Informasi-informasi yang kita dapat sangat berpengaruh pada perkembangan intelektualitas dan pembentukan kualitas diri. Bisa juga dikatakan bahwa bangunan keilmuan yang ada di otak kita adalah hasil serapan dari apa yang kita lihat, dengar, dan rasakan yang kita dapatkan dan pelihara sejak dini hingga saat ini melalui proses yang tersebut tadi. Dengan kata lain, bangunan keilmuan layaknya seperti hardisk internal yang ada dalam otak kita, tersusun di dalamnya folder-folder yang berisikan file informasi yang kita dapat.

Sama halnya seperti apa yang disampaikan oleh Syeikh Osama el-Sayed Mahmud el-Azhari dalam salah satu seminarnya bahwa ilmu dalam diri kita ibarat folder pada sebuah operating system windows. Singkatnya, jika kita membuka windows explorer, maka kita akan menemukan drive yang berisi folder-folder yang bernamakan sesuai dengan apa yang kita buat. Setiap folder berisi subfolder lainnya yang berisi dokumen-dokumen penting dalam format doc atau pdf atau audio bahkan video. Setiap kali kita diminta untuk menghadirkan muatan dari file-file tersebut, maka kita dituntut untuk mendapatkannya dengan membuka folder demi folder untuk sampai ke file yang kita inginkan. Tingkat kecepatan mendapatkannya tergantung pada rapi dan tidaknya kita menyusun folder-folder ini. Oleh karenanya, menurutku,  perbedaan antara orang pandai dan bodoh adalah dalam metode menyusun folder tersebut. Orang pandai mungkin akan menyusunnya dengan rapi, sistematis dan efektif agar tempat file penting mudah diingat dan ditemukan, sehingga ketika ia menginginkannya, ia akan cepat mendapatkannya. Berbeda dengan orang bodoh. Mungkin ia cenderung akan meletakkan file-file yang ia serap (ibaratnya informasi yang ia dapat sehari-hari) langsung ke drive tanpa folder secara awut dan tidak diberi nama yang jelas untuk membedakan antara file satu dan lainnya, sehingga pasti ia akan kesulitan ketika suatu saat membutuhkannya. Mungkin, seperti itulah ibarat keilmuan yang ada dalam diri kita.

Setelah tau apa itu bangunan keilmuan dan bagaimana proses pembentukannya, bagaimana dengan kualitas bangunan keilmuan yang kita miliki?

Baiknya kita sepakati bahwa bangunan keilmuan terdiri atas memori yang berisi endapan maklumat dan informasi yang bertahan dalam otak.
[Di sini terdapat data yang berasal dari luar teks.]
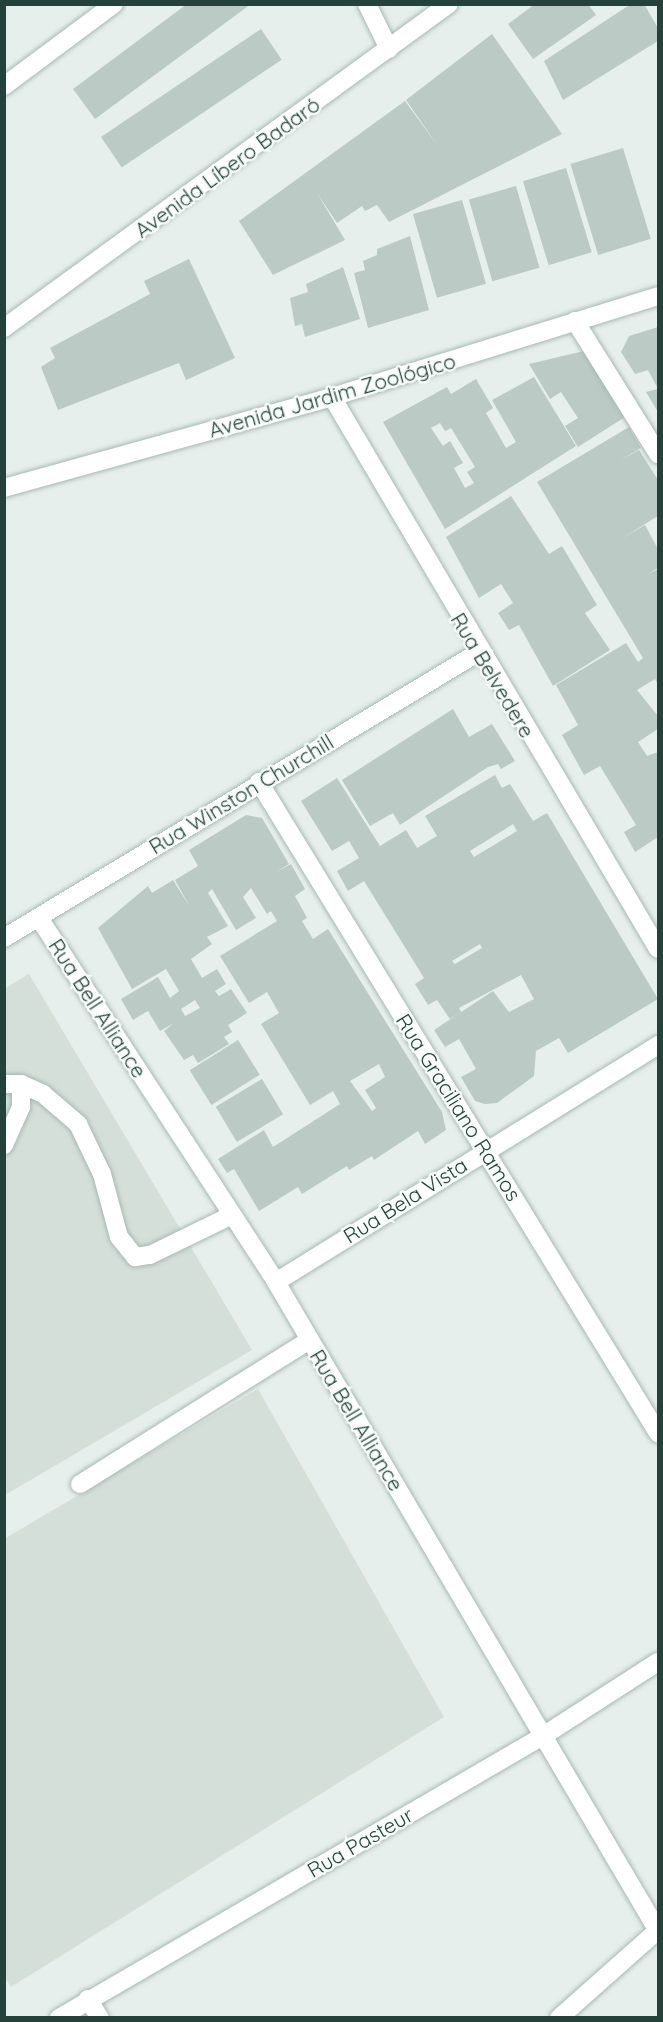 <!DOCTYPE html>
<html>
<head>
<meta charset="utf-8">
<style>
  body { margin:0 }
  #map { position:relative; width:663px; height:2022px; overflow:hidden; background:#e6efeb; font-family:Quicksand,sans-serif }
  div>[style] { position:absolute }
  .built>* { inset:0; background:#d4dfda }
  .building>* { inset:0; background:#bbcac4; transform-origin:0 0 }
  .roads { filter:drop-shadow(0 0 2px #a8b8b2) drop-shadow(0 0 2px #a8b8b2) }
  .service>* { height:18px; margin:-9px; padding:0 9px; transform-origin:9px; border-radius:9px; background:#fff }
  .minor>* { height:18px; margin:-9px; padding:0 9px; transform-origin:9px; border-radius:9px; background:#fff }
  .tertiary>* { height:18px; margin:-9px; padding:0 9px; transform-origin:9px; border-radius:9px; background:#fff }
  span { translate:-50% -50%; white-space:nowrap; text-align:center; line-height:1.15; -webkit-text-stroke:5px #f7fbf9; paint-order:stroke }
  .street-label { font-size:21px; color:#24423a }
  .frame { position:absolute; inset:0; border:6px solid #24423a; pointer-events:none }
</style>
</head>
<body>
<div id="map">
  <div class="built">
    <div style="clip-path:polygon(29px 974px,252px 1350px,5px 1495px,4px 989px)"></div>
    <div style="clip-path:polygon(258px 1389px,444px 1717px,11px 1987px,4px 1976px,4px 1539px)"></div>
  </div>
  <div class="building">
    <div style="clip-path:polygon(187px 4px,251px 4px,95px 119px,73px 89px)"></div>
    <div style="clip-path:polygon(535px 4px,588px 4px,596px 15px,533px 59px,508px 24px)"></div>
    <div style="clip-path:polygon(631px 4px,644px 4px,658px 28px,658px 41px,563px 100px,544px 61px)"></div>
    <div style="left:261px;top:29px;width:37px;height:193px;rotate:56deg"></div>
    <div style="clip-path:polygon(492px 34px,562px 134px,389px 222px,377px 205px,365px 211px,362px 206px,337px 223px,317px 193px,345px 240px,273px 275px,239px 221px,405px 101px,438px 146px,406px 100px)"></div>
    <div style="left:623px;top:148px;width:95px;height:55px;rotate:73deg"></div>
    <div style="left:566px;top:168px;width:88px;height:45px;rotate:73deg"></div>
    <div style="left:516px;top:186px;width:85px;height:49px;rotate:74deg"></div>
    <div style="left:462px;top:200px;width:87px;height:51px;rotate:74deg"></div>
    <div style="clip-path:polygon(410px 236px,429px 310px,368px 328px,354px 273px,365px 270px,363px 261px,377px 255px,377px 249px)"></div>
    <div style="clip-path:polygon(189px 259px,235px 358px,186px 380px,179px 363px,58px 410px,41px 367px,55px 358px,50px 348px,150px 294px,144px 281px)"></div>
    <div style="clip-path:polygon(343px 267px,360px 319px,305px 337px,302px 324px,295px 326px,290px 298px,308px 292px,306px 284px)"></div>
    <div style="clip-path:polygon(658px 327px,658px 387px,657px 387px,648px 370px,635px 374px,621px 352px,629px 336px)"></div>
    <div style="clip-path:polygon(584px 351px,625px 417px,578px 447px,565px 426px,578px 418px,561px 392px,550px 399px,529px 364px)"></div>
    <div style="clip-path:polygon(evenodd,534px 377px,576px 446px,445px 529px,383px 422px,447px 387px,451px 394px,476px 379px,493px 408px,486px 413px,506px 448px,516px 442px,492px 400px,534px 377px,440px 423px,445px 431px,451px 428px,475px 467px,467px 472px,474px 483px,465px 488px,454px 468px,463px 463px,450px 441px,443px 446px,431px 428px,440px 423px)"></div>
    <div style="clip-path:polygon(658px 389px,658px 412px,646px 392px)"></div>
    <div style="clip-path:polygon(629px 427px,641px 448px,619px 461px,639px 450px,658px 480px,658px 516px,621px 539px,645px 525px,658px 549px,658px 568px,646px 575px,658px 569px,658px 685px,655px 679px,637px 690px,658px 716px,658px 729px,638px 742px,647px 756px,658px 752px,658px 837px,635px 852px,624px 832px,636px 825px,600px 766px,584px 775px,562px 735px,578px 725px,556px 685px,626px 643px,638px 662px,643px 658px,537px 482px)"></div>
    <div style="clip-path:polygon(511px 496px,549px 554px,562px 546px,597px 605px,585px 613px,610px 650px,553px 686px,519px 625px,509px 630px,498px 613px,513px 603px,501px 584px,479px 598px,446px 537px)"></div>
    <div style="clip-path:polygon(453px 709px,469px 737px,492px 724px,515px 761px,501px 769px,498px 764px,488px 767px,400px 825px,393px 813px,370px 826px,342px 780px)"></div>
    <div style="clip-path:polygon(evenodd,495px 775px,502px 788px,510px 784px,533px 821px,547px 813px,658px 999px,568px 1053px,559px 1038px,536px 1051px,534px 1076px,497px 1103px,485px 1104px,475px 1101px,461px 1077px,476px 1069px,459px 1039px,445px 1047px,434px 1030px,493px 991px,509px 1012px,534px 999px,521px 975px,459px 1008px,461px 1012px,450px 1019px,437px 1000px,428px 1005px,415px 984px,424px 978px,364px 881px,348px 891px,337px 871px,359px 858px,349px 841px,332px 851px,301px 801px,337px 778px,380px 846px,406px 830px,417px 848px,437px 836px,425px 816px,495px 775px,513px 824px,517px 831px,474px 857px,470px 851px,513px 824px,495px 775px,480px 944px,482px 948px,455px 964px,452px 961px,480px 944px)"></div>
    <div style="clip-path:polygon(evenodd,246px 815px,262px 818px,289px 864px,276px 872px,291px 864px,305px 889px,295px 896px,307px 918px,302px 921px,313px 939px,328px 929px,442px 1112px,446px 1130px,425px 1144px,418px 1131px,374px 1160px,372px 1156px,349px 1170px,347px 1166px,302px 1194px,298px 1187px,259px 1211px,234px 1169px,227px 1173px,218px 1159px,264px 1130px,273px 1147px,340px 1104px,333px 1091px,310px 1105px,261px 1024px,279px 1013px,267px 992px,249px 1003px,220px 956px,277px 921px,271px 911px,267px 914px,251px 888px,243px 897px,256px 918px,236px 930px,212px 889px,208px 893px,228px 926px,207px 937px,212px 944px,191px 959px,202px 978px,217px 969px,226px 984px,215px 991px,219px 996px,231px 989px,247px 1013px,228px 1025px,232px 1032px,224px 1037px,229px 1044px,198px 1063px,193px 1055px,184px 1060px,164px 1031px,174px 1023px,160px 1031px,148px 1011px,133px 1020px,121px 999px,158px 977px,170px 998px,179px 991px,166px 969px,132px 989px,98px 928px,148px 886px,152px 893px,173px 880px,190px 907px,175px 880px,198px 866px,189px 850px,246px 815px,195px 1000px,200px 1008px,185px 1016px,181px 1009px,195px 1000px,246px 815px,379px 1064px,385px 1077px,365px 1090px,376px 1108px,372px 1111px,350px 1081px,379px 1064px)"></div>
    <div style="left:238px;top:1040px;width:41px;height:57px;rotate:58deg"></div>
    <div style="left:262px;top:1079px;width:41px;height:54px;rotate:59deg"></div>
  </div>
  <div class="roads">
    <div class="service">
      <div style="left:4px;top:1084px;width:17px"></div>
      <div style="left:21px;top:1084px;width:24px;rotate:24deg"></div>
      <div style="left:43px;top:1094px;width:46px;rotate:40.6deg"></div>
      <div style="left:78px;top:1124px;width:55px;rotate:64.4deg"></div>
      <div style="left:102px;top:1174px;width:65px;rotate:74.9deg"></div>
      <div style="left:119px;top:1237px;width:26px;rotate:51deg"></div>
      <div style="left:135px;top:1257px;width:15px;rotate:-8deg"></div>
      <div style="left:150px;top:1255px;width:91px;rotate:-26deg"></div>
      <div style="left:4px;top:1145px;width:42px;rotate:-65.9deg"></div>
      <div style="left:21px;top:1107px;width:23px;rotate:-90deg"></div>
      <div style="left:80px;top:1484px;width:271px;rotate:-32.1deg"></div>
    </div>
    <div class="minor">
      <div style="left:367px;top:4px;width:50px;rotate:63.9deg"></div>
      <div style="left:575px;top:321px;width:157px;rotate:58deg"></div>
      <div style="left:332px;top:397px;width:641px;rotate:59.43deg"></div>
      <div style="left:4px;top:488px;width:340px;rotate:-15.5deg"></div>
      <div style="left:332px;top:397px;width:341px;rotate:-17.2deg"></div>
      <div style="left:259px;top:782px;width:764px;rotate:58.5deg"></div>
      <div style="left:39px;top:918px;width:434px;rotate:56.9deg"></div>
      <div style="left:276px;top:1282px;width:753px;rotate:59.52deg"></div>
      <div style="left:4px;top:938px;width:554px;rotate:-31.05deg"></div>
      <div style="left:276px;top:1282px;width:450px;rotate:-31.8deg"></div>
      <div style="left:88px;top:1999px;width:22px;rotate:58deg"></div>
      <div style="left:59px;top:2018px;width:560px;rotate:-30.23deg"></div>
      <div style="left:543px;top:1736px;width:137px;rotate:-32.8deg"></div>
      <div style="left:559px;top:2018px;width:132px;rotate:-41.6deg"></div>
    </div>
    <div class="tertiary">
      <div style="left:4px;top:86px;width:137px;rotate:-36.7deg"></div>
      <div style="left:4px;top:328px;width:550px;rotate:-36.06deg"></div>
    </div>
  </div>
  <div class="street-label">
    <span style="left:227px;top:167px;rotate:-36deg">Avenida Líbero Badaró</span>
    <span style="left:332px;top:395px;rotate:-16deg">Avenida Jardim Zoológico</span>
    <span style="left:493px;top:675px;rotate:59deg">Rua Belvedere</span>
    <span style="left:241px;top:794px;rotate:-31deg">Rua Winston Churchill</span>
    <span style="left:98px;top:1008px;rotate:57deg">Rua Bell Alliance</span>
    <span style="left:459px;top:1107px;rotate:58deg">Rua Graciliano Ramos</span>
    <span style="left:405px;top:1200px;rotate:-32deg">Rua Bela Vista</span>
    <span style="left:357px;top:1420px;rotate:59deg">Rua Bell Alliance</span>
    <span style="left:360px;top:1842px;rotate:-30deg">Rua Pasteur</span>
  </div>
  <div class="frame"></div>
</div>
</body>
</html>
Mari kita lihat kenyataan bahwa proses penyerapan informasi dan penyimpanannya dalam otak sangat bermacam-macam, ada informasi yang mudah didapat tapi cepat terlupakan, dan ada juga informasi yang sulit didapat tapi lebih bertahan. Hal ini memiliki pengaruh besar terhadap kualitas bangunan keilmuan kita.

Kualitas bangunan keilmuan kita sangat bergantung pada kekuatan memori per individu dalam mengingat dan mengikat informasi dan kuantitas pengulangannya. Selain itu, juga bergantung pada tingkat cepat lupanya seseorang karena sebab dan alasan yang bermacam-macam.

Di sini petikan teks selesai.